Although the MSF and Griffin cases concerned the interpretation of the Directive and not section 188 of TULRCA, tribunals must interpret TULRCA so as to give effect to the Directive. However, there has been no ECJ decision on the point to date.
An alternative view appears to have been taken by the tribunal in Unison v Leicestershire County Council  IRLR 810, which held that once there is a "proposal" within the meaning of TULRCA, consultation must commence "speedily" thereafter. Both the EAT and the Court of Appeal refused to hear the employer's appeal against that point since it had not been argued at Tribunal. However, as a Tribunal decision it is not binding on other tribunals (and there are EAT authorities suggesting the contrary: see Griffin and Amicus v Nissan Motor Manufacturing (UK) Ltd UKEAT/0184/05in whichthe EAT held that consultation with union representatives which commenced several months after the employer had announced its relocation proposals and which effectively only lasted two weeks, was still "in good time" as the proposals were still at a formative stage).
Less than a "decision"
"Proposing" is generally held to occur at an earlier stage than an actual decision by the employer to make redundancies.

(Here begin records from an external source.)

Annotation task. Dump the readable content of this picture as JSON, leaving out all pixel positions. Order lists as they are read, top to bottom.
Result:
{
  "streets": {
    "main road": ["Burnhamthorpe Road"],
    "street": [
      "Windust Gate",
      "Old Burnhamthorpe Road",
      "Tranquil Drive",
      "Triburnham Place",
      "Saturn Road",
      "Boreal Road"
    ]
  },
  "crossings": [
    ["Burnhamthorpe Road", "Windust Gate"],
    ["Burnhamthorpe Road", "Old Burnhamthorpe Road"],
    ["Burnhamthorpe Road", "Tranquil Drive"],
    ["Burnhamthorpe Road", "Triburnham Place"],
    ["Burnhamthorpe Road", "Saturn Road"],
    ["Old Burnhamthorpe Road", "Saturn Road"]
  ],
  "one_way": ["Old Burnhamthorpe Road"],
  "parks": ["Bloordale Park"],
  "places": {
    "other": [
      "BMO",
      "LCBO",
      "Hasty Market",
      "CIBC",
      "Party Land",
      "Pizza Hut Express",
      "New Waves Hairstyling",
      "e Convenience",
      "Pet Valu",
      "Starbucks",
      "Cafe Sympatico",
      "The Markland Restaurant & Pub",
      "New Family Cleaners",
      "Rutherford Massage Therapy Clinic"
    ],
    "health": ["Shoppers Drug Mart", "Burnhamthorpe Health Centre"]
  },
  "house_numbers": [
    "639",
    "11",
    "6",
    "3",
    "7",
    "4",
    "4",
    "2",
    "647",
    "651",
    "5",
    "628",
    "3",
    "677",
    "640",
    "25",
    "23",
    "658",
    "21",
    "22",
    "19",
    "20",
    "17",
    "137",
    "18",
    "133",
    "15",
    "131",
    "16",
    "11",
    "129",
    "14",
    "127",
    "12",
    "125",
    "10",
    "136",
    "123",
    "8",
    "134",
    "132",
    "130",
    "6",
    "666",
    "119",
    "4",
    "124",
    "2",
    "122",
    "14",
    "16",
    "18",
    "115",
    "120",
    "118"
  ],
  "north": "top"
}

For example, in MSF v Refuge Assurancethe EAT interpreted "to propose" according to its dictionary definition of "to lay before another or others something which one wishes to be done". Employers cannot begin consultation with a closed mind or properly consult over something that they have already decided to do. Consultation must therefore begin while the proposals are still at a formative stage.
In Leicestershire County Council v UNISON, an employment tribunal found that the Council had breached section 188 by failing to consult when it sought to make changes to its employees' contracts by dismissal and re-engagement. The employer sought to argue that the duty to consult did not arise until the Council members had approved the plan to dismiss and re-engage the staff. The tribunal considered that this argument was not to be accepted and that the obligation to consult arose before a decision to dismiss had been taken. Further the tribunal held that the decision had in fact been taken by the Council's management a month before it was formally approved by the Council's members.
The EAT upheld this decision and took a purposive approach following the ECJ's decision in Junk v Kühnel  IRLR 310 in construing the words "proposing to dismiss" to mean "proposing to give notice of dismissal". This approach emphasises that consultation should begin at a stage before decisions on dismissal for redundancy are made. The tribunal had correctly found that not just a proposal but a decision had been reached before consultation began.
More than a mere "contemplation"
However, a proposal means more than a mere contemplation of the possibility of redundancies. In MSF v Refuge Assurance the EAT rejected the argument that an employer who clearly had in mind that redundancies were necessary but had not yet determined which establishments would be affected could be under a duty to consult its entire workforce. Before the duty to consult arises, the employer's decision-making process must be sufficiently well advanced to have identified the fact that over 20 employees would be dismissed as redundant at one establishment within a period of 90 days or less.
21. If the tribunal finds a complaint under TULRCA well founded, it must make a declaration to that effect and may also make a protective award (section 189(2), TULRCA). The protective award is an order that the employer shall pay remuneration to employees for a "protected period". This award does not only apply to those employees who are representatives or would be representatives who have brought a complaint. The employment tribunal may extend the award to affected employees of `any description’ in respect of whom the employer has failed to comply with any requirement of TULRCA.
22. However, the award will only benefit those employees whose appropriate representatives have brought a claim or who have themselves brought claims in the absence of any appropriate representatives. Where a claim is made by a recognised trade union (www.practicallaw.com/5-200-3438), the protective award will only benefit employees in respect of whom the union is recognised (that is, those within the relevant bargaining unit usually defined by the collective agreement) and therefore will not be enforceable by other classes of employee even if they are members of the union (Transport & General Workers Union v Brauer Coley Ltd  IRLR 207.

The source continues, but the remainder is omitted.